Word for word, please restate each record and pass over the pictures.

• Stored data entries:
- Opening Delimiter -
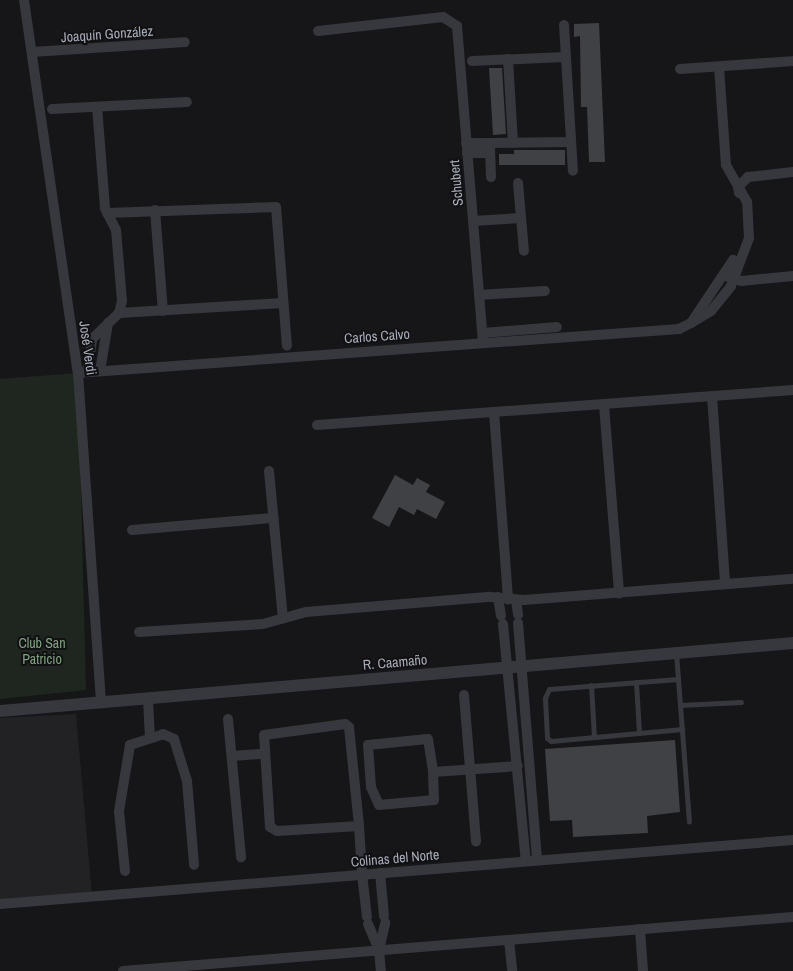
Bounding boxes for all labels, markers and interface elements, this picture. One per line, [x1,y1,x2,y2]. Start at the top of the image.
street label: Joaquín González [60,22,154,46]
street label: Schubert [446,159,466,207]
street label: José Verdi [76,320,100,376]
street label: Carlos Calvo [344,325,410,347]
park label: Club San Patricio [18,635,66,668]
street label: R. Caamaño [362,651,428,673]
street label: Colinas del Norte [350,846,440,870]

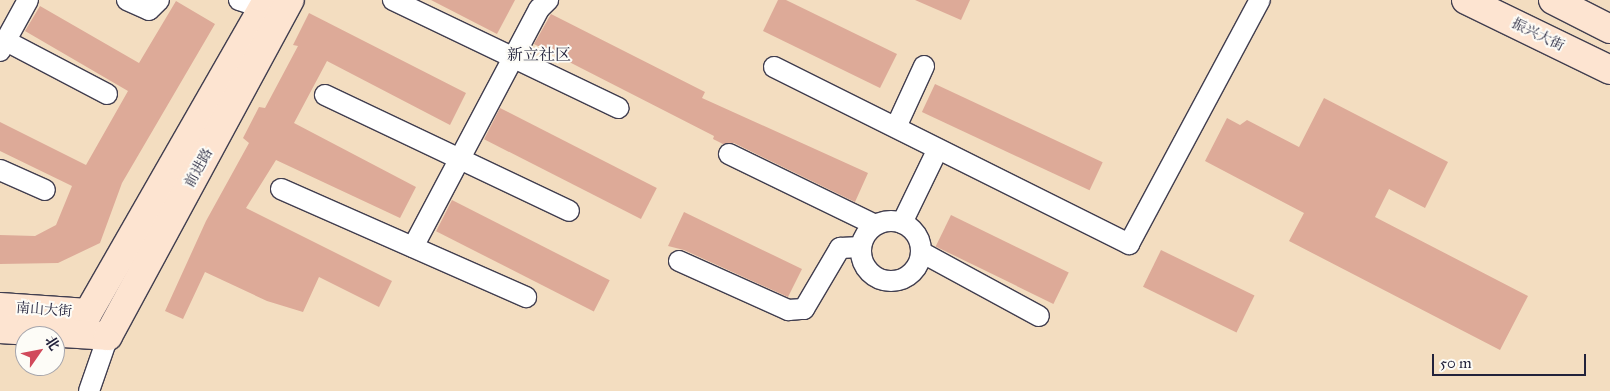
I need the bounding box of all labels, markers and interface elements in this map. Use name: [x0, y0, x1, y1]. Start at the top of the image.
street label: 振兴大街: [1509, 15, 1567, 55]
district label: 新立社区: [507, 45, 571, 65]
street label: 前进路: [181, 146, 217, 190]
street label: 南山大街: [15, 300, 73, 320]
north arrow: [15, 326, 65, 376]
text: 北: [41, 333, 63, 354]
scale bar: [1435, 344, 1589, 376]
text: 50 m: [1440, 354, 1472, 372]

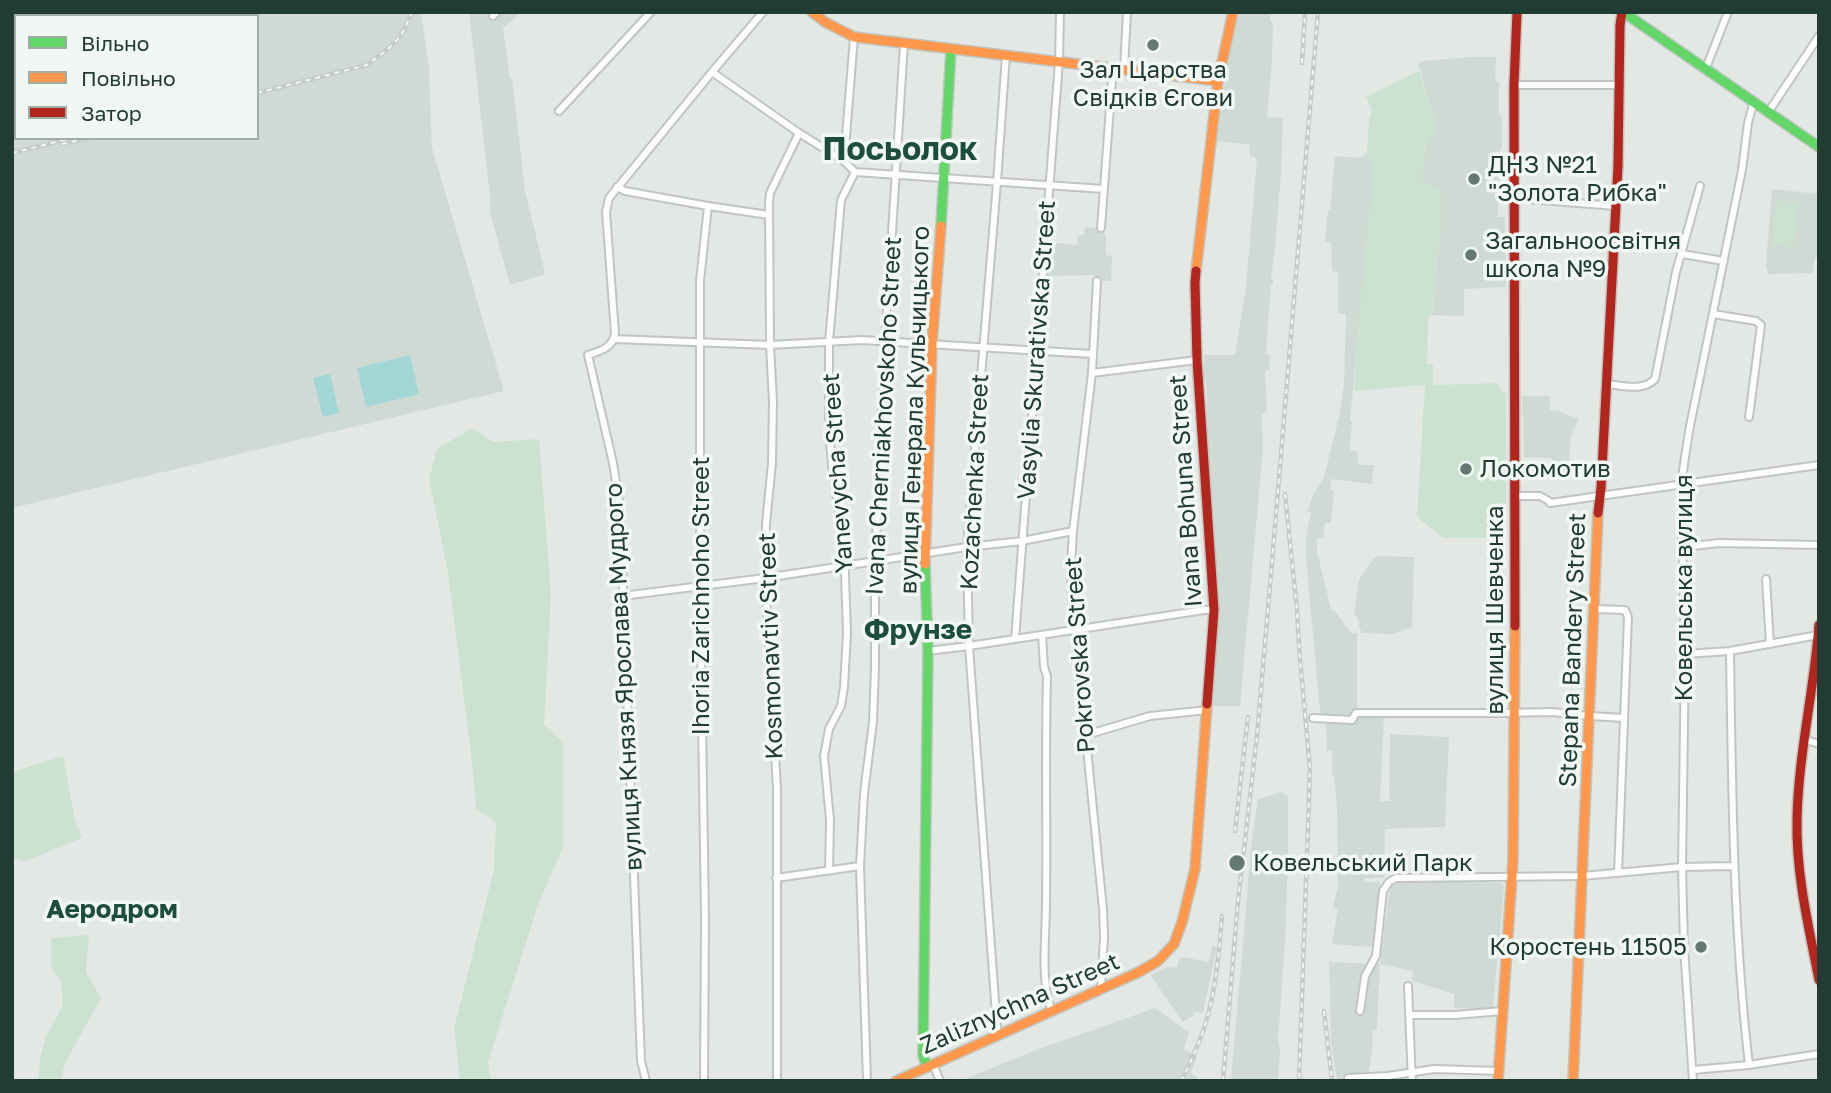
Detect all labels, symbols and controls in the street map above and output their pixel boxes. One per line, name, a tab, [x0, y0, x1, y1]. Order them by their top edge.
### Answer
legend	[14, 14, 259, 140]
text: Вільно	[81, 30, 149, 56]
marker: Зал Царства Свідків Єгови	[1145, 37, 1161, 53]
place label: Зал Царства Свідків Єгови	[1073, 56, 1233, 112]
text: Повільно	[81, 65, 176, 91]
text: Затор	[81, 100, 142, 126]
district label: Посьолок	[822, 131, 978, 169]
place label: ДНЗ №21 "Золота Рибка"	[1488, 151, 1667, 207]
marker: ДНЗ №21 "Золота Рибка"	[1466, 171, 1482, 187]
street label: Vasylia Skurativska Street	[1012, 199, 1062, 501]
street label: вулиця Генерала Кульчицького	[894, 225, 936, 595]
place label: Загальноосвітня школа №9	[1485, 227, 1681, 283]
street label: Ivana Cherniakhovskoho Street	[860, 236, 908, 596]
marker: Загальноосвітня школа №9	[1463, 247, 1479, 263]
street label: Yanevycha Street	[817, 372, 859, 574]
street label: Kozachenka Street	[955, 373, 995, 591]
street label: Ivana Bohuna Street	[1163, 374, 1209, 608]
place label: Локомотив	[1480, 455, 1611, 483]
street label: Ihoria Zarichnoho Street	[687, 457, 715, 735]
marker: Локомотив	[1458, 461, 1474, 477]
street label: Ковельська вулиця	[1670, 474, 1698, 702]
street label: вулиця Князя Ярослава Мудрого	[599, 482, 649, 872]
street label: вулиця Шевченка	[1481, 505, 1509, 715]
street label: Stepana Bandery Street	[1554, 512, 1592, 788]
street label: Kosmonavtiv Street	[753, 532, 789, 760]
street label: Pokrovska Street	[1059, 556, 1101, 754]
district label: Фрунзе	[864, 613, 972, 647]
place label: Ковельський Парк	[1253, 849, 1473, 877]
marker: Ковельський Парк	[1227, 853, 1247, 873]
district label: Аеродром	[46, 894, 178, 926]
place label: Коростень 11505	[1489, 933, 1687, 961]
marker: Коростень 11505	[1693, 939, 1709, 955]
street label: Zaliznychna Street	[916, 947, 1124, 1061]

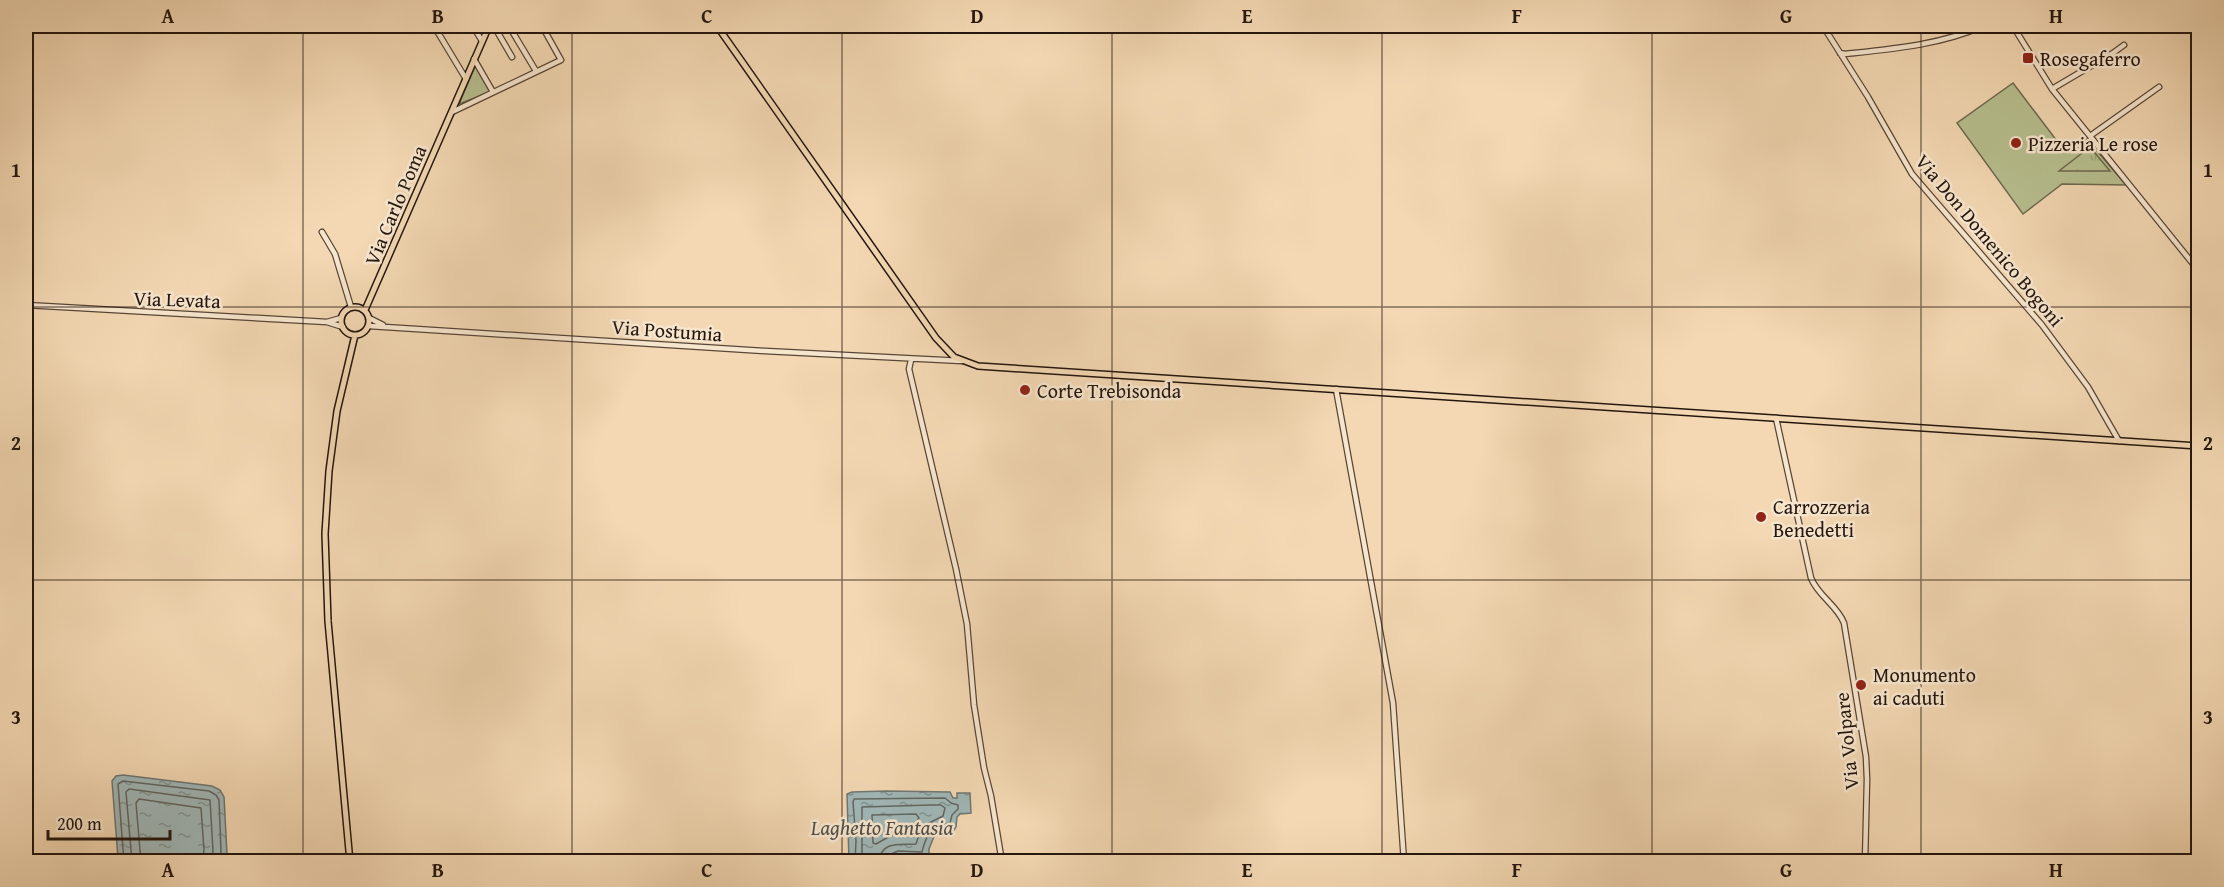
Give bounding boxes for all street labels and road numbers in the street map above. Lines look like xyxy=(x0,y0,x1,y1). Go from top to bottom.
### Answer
street label: Via Carlo Poma xyxy=(357,140,434,270)
street label: Via Don Domenico Bogoni xyxy=(1909,147,2071,333)
street label: Via Levata xyxy=(133,283,222,315)
street label: Via Postumia xyxy=(611,312,724,348)
street label: Via Volpare xyxy=(1826,691,1866,791)

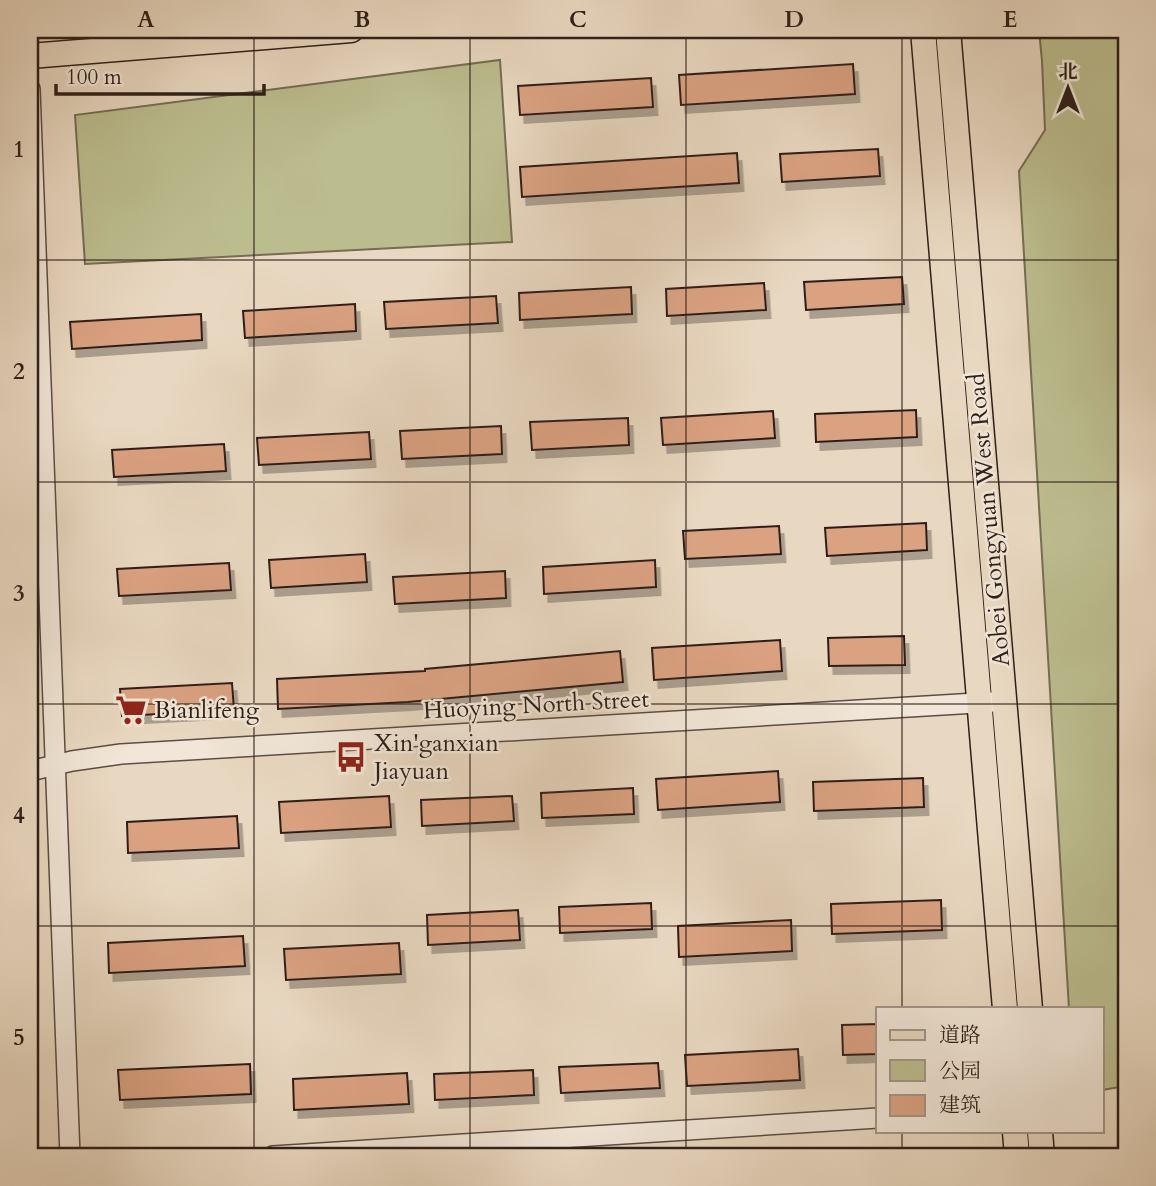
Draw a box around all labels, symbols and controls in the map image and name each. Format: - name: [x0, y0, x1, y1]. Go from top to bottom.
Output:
- Closing Delimiter -
• Answer to this exercise:
Bounding boxes for all labels, markers and interface elements, this picture. One per line, [x1,y1,x2,y2]. Start at the top of the image.
street label: Joaquín González [60,22,154,46]
street label: Schubert [446,159,466,207]
street label: José Verdi [76,320,100,376]
street label: Carlos Calvo [344,325,410,347]
park label: Club San Patricio [18,635,66,668]
street label: R. Caamaño [362,651,428,673]
street label: Colinas del Norte [350,846,440,870]

I need the bounding box of all labels, markers and interface elements in this map. Use name: [x0, y0, x1, y1]. Start at the top of the image.
street label: 振兴大街: [1509, 15, 1567, 55]
district label: 新立社区: [507, 45, 571, 65]
street label: 前进路: [181, 146, 217, 190]
street label: 南山大街: [15, 300, 73, 320]
north arrow: [15, 326, 65, 376]
text: 北: [41, 333, 63, 354]
scale bar: [1435, 344, 1589, 376]
text: 50 m: [1440, 354, 1472, 372]

Detect all labels, symbols and controls in the street map above and output their pixel boxes. One per line, name, a tab, [x0, y0, x1, y1]. Order them by their top edge.
### Answer
legend	[14, 14, 259, 140]
text: Вільно	[81, 30, 149, 56]
marker: Зал Царства Свідків Єгови	[1145, 37, 1161, 53]
place label: Зал Царства Свідків Єгови	[1073, 56, 1233, 112]
text: Повільно	[81, 65, 176, 91]
text: Затор	[81, 100, 142, 126]
district label: Посьолок	[822, 131, 978, 169]
place label: ДНЗ №21 "Золота Рибка"	[1488, 151, 1667, 207]
marker: ДНЗ №21 "Золота Рибка"	[1466, 171, 1482, 187]
street label: Vasylia Skurativska Street	[1012, 199, 1062, 501]
street label: вулиця Генерала Кульчицького	[894, 225, 936, 595]
place label: Загальноосвітня школа №9	[1485, 227, 1681, 283]
street label: Ivana Cherniakhovskoho Street	[860, 236, 908, 596]
marker: Загальноосвітня школа №9	[1463, 247, 1479, 263]
street label: Yanevycha Street	[817, 372, 859, 574]
street label: Kozachenka Street	[955, 373, 995, 591]
street label: Ivana Bohuna Street	[1163, 374, 1209, 608]
place label: Локомотив	[1480, 455, 1611, 483]
street label: Ihoria Zarichnoho Street	[687, 457, 715, 735]
marker: Локомотив	[1458, 461, 1474, 477]
street label: Ковельська вулиця	[1670, 474, 1698, 702]
street label: вулиця Князя Ярослава Мудрого	[599, 482, 649, 872]
street label: вулиця Шевченка	[1481, 505, 1509, 715]
street label: Stepana Bandery Street	[1554, 512, 1592, 788]
street label: Kosmonavtiv Street	[753, 532, 789, 760]
street label: Pokrovska Street	[1059, 556, 1101, 754]
district label: Фрунзе	[864, 613, 972, 647]
place label: Ковельський Парк	[1253, 849, 1473, 877]
marker: Ковельський Парк	[1227, 853, 1247, 873]
district label: Аеродром	[46, 894, 178, 926]
place label: Коростень 11505	[1489, 933, 1687, 961]
marker: Коростень 11505	[1693, 939, 1709, 955]
street label: Zaliznychna Street	[916, 947, 1124, 1061]

Give bounding boxes for all street labels and road numbers in the street map above. Lines look like xyxy=(x0,y0,x1,y1). Go from top to bottom.
### Answer
street label: Via Carlo Poma xyxy=(357,140,434,270)
street label: Via Don Domenico Bogoni xyxy=(1909,147,2071,333)
street label: Via Levata xyxy=(133,283,222,315)
street label: Via Postumia xyxy=(611,312,724,348)
street label: Via Volpare xyxy=(1826,691,1866,791)

Draw a box around all labels, symbols and controls in the map image and name each. Format: - name: [x0, y0, x1, y1]. Go from top to bottom.
Output:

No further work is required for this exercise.